= Work item =
Write each line below back out exactly, omitting its pictures.

[Collected data]
___

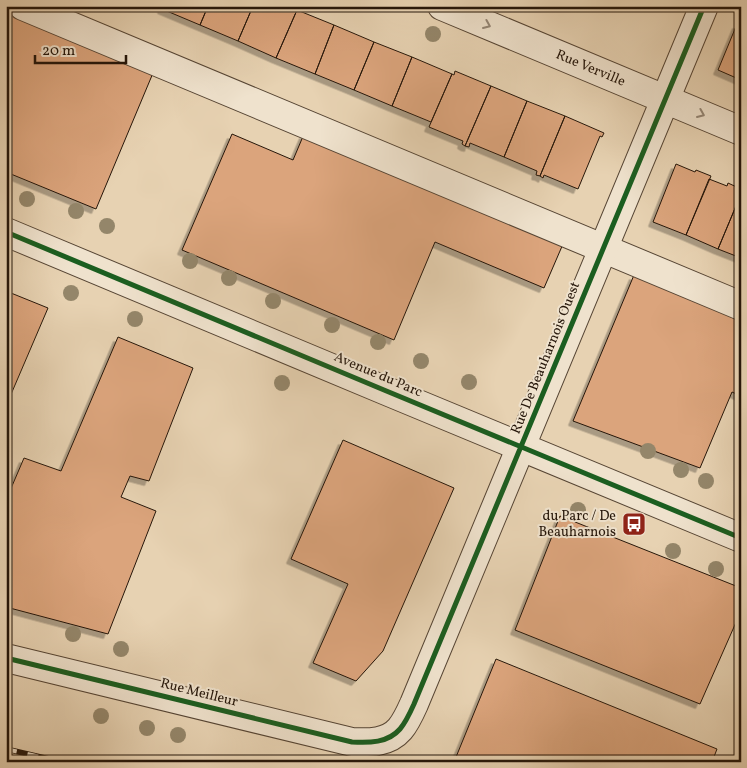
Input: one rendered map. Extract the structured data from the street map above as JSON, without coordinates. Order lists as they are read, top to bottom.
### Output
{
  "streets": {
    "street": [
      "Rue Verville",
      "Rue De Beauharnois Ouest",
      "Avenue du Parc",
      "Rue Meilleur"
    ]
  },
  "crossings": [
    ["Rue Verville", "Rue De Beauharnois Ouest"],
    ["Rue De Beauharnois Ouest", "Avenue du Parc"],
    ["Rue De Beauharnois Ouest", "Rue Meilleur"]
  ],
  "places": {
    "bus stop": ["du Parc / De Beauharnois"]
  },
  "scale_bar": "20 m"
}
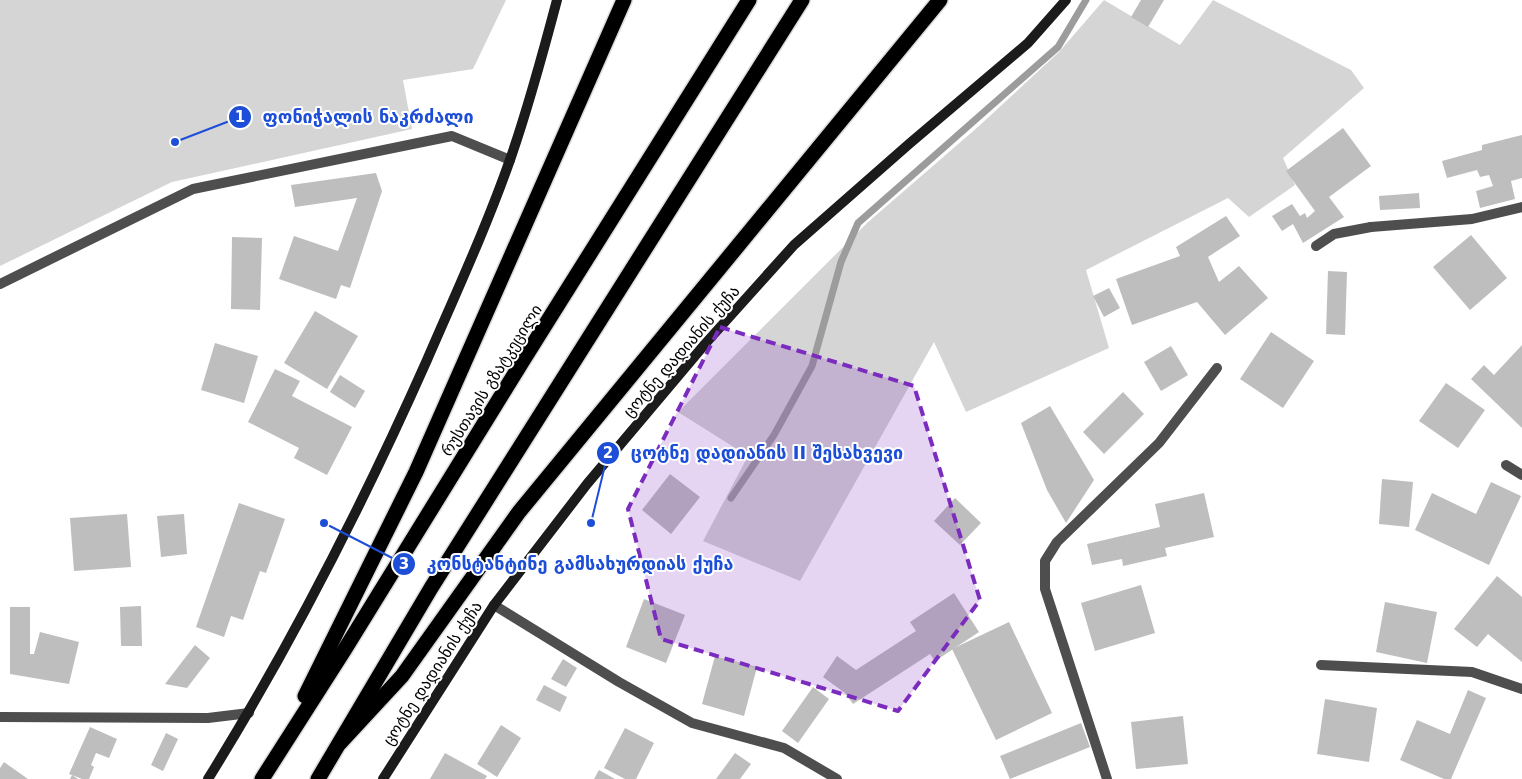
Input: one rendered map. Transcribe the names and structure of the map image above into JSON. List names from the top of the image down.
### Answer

___

= Task answer =
Input: one rendered map. Extract the structured data from the street map above as JSON, without coordinates. Order lists as they are read, top to bottom.
### Output
{
  "streets": {
    "street": [
      "Rue Verville",
      "Rue De Beauharnois Ouest",
      "Avenue du Parc",
      "Rue Meilleur"
    ]
  },
  "crossings": [
    ["Rue Verville", "Rue De Beauharnois Ouest"],
    ["Rue De Beauharnois Ouest", "Avenue du Parc"],
    ["Rue De Beauharnois Ouest", "Rue Meilleur"]
  ],
  "places": {
    "bus stop": ["du Parc / De Beauharnois"]
  },
  "scale_bar": "20 m"
}
Input: one rendered map. Transcribe the names and structure of the map image above into JSON. List names from the top of the image down.
### Answer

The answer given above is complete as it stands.